TASK ITEM >>
Search the records for the string "Pizzeria" and copy every line in which it appears.
┏━━
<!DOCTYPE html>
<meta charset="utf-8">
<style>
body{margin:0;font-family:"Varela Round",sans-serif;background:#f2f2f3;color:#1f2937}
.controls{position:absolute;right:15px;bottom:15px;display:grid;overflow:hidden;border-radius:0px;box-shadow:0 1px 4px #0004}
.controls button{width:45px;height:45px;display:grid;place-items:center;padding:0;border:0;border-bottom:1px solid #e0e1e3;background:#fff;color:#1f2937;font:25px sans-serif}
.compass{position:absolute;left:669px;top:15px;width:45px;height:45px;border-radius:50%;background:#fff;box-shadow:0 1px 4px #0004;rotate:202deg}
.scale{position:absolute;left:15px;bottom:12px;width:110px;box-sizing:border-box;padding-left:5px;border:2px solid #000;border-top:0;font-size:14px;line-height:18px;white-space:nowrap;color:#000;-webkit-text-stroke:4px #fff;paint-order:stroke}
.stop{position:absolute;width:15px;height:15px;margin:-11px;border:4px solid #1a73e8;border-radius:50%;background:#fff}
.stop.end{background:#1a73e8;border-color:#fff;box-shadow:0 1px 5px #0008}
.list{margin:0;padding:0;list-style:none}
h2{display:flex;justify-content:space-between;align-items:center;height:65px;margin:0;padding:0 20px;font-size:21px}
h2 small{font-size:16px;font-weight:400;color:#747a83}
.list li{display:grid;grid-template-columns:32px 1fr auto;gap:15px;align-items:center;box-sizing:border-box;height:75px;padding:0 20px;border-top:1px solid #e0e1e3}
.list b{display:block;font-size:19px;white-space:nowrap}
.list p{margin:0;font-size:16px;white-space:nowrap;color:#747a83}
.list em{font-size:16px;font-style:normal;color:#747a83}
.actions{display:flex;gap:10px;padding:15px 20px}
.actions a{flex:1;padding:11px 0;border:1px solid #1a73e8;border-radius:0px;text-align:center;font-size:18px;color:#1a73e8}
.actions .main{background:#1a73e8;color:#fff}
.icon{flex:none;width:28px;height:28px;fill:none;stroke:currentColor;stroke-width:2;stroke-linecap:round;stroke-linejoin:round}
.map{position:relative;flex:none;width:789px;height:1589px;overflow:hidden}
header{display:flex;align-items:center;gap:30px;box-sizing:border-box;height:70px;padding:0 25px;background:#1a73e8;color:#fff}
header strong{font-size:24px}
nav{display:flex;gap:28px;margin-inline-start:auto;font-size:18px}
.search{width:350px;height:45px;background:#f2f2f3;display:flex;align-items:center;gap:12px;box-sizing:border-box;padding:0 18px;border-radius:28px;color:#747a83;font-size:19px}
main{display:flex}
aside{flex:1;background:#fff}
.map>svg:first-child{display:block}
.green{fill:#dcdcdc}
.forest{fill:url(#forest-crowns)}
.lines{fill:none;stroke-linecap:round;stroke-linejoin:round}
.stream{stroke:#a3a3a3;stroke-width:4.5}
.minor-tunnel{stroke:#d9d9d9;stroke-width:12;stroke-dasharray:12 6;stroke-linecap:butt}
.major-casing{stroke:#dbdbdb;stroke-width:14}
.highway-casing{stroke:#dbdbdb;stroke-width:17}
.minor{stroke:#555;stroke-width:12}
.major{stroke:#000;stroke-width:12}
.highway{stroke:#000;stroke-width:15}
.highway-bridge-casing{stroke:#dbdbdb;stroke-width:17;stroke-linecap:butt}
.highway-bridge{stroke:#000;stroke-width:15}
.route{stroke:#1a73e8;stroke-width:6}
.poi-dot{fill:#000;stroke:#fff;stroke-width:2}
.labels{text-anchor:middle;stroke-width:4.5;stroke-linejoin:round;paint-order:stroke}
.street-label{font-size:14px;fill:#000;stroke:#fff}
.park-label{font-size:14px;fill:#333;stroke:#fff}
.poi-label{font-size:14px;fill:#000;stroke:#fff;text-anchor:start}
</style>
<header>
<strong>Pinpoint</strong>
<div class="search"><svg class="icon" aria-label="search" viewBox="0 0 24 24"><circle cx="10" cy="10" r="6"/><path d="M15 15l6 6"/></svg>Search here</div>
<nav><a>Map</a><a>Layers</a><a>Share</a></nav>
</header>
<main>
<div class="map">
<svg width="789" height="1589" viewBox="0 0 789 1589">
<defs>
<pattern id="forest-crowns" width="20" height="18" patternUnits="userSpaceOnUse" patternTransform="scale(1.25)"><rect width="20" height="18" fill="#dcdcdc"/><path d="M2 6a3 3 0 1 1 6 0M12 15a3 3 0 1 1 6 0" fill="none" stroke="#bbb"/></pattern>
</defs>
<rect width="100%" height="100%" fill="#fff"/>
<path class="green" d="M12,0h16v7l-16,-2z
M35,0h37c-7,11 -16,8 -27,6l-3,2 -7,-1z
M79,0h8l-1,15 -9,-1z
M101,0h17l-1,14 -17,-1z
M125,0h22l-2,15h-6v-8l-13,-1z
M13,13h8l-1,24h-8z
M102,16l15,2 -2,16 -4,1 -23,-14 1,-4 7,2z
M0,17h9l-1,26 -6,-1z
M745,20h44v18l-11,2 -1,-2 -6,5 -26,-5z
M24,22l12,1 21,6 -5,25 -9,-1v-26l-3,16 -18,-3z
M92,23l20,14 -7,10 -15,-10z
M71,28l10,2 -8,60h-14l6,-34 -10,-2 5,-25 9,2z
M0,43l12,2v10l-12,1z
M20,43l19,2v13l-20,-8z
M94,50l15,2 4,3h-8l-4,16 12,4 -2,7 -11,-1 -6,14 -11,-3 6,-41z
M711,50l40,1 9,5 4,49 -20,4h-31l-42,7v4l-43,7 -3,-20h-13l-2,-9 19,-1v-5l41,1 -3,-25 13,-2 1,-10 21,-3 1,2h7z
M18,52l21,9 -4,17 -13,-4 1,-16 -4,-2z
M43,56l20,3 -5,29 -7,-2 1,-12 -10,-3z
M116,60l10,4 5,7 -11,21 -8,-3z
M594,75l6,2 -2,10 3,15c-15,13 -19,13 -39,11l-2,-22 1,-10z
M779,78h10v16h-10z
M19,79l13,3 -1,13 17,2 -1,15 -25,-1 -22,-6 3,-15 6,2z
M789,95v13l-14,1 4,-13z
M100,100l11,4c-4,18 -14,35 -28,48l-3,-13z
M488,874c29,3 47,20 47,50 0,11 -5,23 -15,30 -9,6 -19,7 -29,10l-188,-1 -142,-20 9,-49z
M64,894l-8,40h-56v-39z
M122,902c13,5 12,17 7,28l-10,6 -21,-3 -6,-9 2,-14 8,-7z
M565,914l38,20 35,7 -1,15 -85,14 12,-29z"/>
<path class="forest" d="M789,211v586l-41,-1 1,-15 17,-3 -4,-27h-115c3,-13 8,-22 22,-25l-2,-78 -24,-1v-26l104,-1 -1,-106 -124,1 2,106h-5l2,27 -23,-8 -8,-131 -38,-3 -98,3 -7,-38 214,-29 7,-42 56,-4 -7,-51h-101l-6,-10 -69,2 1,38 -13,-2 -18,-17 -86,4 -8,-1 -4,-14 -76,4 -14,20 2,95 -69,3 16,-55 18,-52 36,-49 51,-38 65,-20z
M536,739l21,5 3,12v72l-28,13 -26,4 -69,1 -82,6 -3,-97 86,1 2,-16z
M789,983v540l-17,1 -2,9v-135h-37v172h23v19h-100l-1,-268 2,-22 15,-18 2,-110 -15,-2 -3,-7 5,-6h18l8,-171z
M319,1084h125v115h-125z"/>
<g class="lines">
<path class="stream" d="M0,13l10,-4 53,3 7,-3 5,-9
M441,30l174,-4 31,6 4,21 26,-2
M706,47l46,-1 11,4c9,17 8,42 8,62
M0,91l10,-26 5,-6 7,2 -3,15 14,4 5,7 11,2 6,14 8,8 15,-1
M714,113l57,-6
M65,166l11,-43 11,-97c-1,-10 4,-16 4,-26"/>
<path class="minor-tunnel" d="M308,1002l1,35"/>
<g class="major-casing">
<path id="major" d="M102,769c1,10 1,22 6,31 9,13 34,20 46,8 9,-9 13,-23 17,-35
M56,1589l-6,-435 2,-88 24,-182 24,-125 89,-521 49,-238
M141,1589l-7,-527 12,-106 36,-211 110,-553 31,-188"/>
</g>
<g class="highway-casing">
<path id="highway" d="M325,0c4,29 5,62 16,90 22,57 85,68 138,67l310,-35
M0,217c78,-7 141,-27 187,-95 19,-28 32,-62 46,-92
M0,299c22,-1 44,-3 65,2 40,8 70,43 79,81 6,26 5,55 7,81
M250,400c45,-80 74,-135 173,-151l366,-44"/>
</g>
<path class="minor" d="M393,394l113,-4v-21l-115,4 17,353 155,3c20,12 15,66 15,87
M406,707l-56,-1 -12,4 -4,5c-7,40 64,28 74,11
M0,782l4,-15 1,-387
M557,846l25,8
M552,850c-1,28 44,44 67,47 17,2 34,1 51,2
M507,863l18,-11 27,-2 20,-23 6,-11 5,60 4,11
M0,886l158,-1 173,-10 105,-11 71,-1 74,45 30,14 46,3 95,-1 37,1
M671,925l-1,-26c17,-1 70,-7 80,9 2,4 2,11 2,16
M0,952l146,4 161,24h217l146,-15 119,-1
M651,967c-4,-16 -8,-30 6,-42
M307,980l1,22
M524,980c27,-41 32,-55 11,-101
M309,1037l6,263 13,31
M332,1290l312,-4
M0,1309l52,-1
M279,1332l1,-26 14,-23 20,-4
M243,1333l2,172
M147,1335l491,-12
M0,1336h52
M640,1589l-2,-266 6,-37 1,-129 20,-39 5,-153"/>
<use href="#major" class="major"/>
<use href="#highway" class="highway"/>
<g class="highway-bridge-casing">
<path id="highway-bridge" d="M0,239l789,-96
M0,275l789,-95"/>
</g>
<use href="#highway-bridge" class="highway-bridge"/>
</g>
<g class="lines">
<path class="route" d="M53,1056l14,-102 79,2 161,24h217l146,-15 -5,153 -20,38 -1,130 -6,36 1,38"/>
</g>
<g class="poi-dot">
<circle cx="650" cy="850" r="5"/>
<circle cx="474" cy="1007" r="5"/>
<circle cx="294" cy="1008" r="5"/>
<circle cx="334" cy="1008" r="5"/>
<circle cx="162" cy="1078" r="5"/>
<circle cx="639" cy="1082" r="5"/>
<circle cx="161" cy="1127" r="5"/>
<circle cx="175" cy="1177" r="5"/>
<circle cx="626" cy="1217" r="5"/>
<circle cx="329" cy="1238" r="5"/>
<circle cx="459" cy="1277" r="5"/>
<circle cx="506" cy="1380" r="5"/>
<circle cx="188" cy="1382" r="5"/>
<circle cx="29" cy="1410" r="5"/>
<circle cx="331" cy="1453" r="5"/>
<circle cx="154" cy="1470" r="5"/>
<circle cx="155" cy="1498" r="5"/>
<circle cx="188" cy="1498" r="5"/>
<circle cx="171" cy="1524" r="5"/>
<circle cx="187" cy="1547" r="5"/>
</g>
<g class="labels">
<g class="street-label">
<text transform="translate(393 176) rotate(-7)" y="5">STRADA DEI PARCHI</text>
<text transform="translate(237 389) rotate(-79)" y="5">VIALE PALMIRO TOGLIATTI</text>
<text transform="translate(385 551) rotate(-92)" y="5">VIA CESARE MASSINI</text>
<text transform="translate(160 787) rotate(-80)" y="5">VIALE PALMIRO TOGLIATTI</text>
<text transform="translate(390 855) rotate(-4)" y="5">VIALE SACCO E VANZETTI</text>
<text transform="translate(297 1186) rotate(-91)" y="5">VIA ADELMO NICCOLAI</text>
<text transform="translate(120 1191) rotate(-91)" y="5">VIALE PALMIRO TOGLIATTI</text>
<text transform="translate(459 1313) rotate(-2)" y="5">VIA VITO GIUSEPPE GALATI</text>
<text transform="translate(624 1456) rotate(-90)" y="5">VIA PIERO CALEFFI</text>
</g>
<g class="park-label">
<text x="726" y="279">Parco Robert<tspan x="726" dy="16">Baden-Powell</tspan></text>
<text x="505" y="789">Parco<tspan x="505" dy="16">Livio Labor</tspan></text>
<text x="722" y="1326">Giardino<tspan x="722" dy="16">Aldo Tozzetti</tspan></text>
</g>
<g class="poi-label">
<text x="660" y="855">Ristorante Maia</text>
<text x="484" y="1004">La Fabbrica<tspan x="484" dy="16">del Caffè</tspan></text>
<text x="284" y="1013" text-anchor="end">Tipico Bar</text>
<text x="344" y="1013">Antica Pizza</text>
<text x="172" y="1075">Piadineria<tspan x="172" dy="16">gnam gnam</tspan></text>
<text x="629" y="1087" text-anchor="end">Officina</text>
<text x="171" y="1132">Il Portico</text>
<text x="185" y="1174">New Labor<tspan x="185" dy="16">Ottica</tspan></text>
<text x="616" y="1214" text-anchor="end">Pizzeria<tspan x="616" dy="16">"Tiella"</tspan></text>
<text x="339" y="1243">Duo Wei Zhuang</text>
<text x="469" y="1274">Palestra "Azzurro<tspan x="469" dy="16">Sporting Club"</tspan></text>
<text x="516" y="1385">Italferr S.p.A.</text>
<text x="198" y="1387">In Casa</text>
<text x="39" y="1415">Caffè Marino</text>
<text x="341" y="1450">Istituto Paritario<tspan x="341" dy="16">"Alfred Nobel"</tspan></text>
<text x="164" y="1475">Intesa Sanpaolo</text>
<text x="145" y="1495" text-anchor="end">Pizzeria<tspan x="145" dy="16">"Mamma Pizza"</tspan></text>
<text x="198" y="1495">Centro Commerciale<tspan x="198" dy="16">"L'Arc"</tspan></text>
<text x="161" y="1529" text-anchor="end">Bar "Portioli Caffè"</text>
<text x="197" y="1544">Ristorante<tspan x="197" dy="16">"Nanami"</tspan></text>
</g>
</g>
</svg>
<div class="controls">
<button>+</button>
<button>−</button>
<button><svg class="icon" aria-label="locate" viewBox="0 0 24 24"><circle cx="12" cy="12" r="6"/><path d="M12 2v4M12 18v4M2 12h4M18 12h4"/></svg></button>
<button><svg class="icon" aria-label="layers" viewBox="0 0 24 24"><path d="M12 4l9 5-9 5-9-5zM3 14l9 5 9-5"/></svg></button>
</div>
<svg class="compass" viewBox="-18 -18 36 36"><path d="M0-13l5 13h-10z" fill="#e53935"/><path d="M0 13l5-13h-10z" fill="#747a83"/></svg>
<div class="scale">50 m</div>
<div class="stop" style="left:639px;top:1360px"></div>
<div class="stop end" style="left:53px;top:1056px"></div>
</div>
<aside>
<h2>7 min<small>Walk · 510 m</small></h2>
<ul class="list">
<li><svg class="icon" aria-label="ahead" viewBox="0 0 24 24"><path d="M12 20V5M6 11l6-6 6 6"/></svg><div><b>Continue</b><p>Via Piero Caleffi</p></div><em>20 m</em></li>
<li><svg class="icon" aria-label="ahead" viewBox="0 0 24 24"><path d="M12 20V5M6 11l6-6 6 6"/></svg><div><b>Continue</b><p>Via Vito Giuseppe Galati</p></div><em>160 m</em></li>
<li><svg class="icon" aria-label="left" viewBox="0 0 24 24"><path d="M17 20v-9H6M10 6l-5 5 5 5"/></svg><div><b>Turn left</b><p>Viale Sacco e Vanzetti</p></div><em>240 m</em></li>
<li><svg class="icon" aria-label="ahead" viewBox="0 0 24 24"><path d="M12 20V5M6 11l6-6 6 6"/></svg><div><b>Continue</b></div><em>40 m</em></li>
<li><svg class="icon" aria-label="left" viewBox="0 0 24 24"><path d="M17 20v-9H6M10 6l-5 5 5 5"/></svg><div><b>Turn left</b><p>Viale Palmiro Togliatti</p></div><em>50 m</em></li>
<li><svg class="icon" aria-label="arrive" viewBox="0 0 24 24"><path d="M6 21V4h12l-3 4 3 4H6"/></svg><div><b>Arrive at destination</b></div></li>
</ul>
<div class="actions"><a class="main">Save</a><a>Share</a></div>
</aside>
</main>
┗━━
RESULT OF THE EXERCISE >>
<text x="616" y="1214" text-anchor="end">Pizzeria<tspan x="616" dy="16">"Tiella"</tspan></text>
<text x="145" y="1495" text-anchor="end">Pizzeria<tspan x="145" dy="16">"Mamma Pizza"</tspan></text>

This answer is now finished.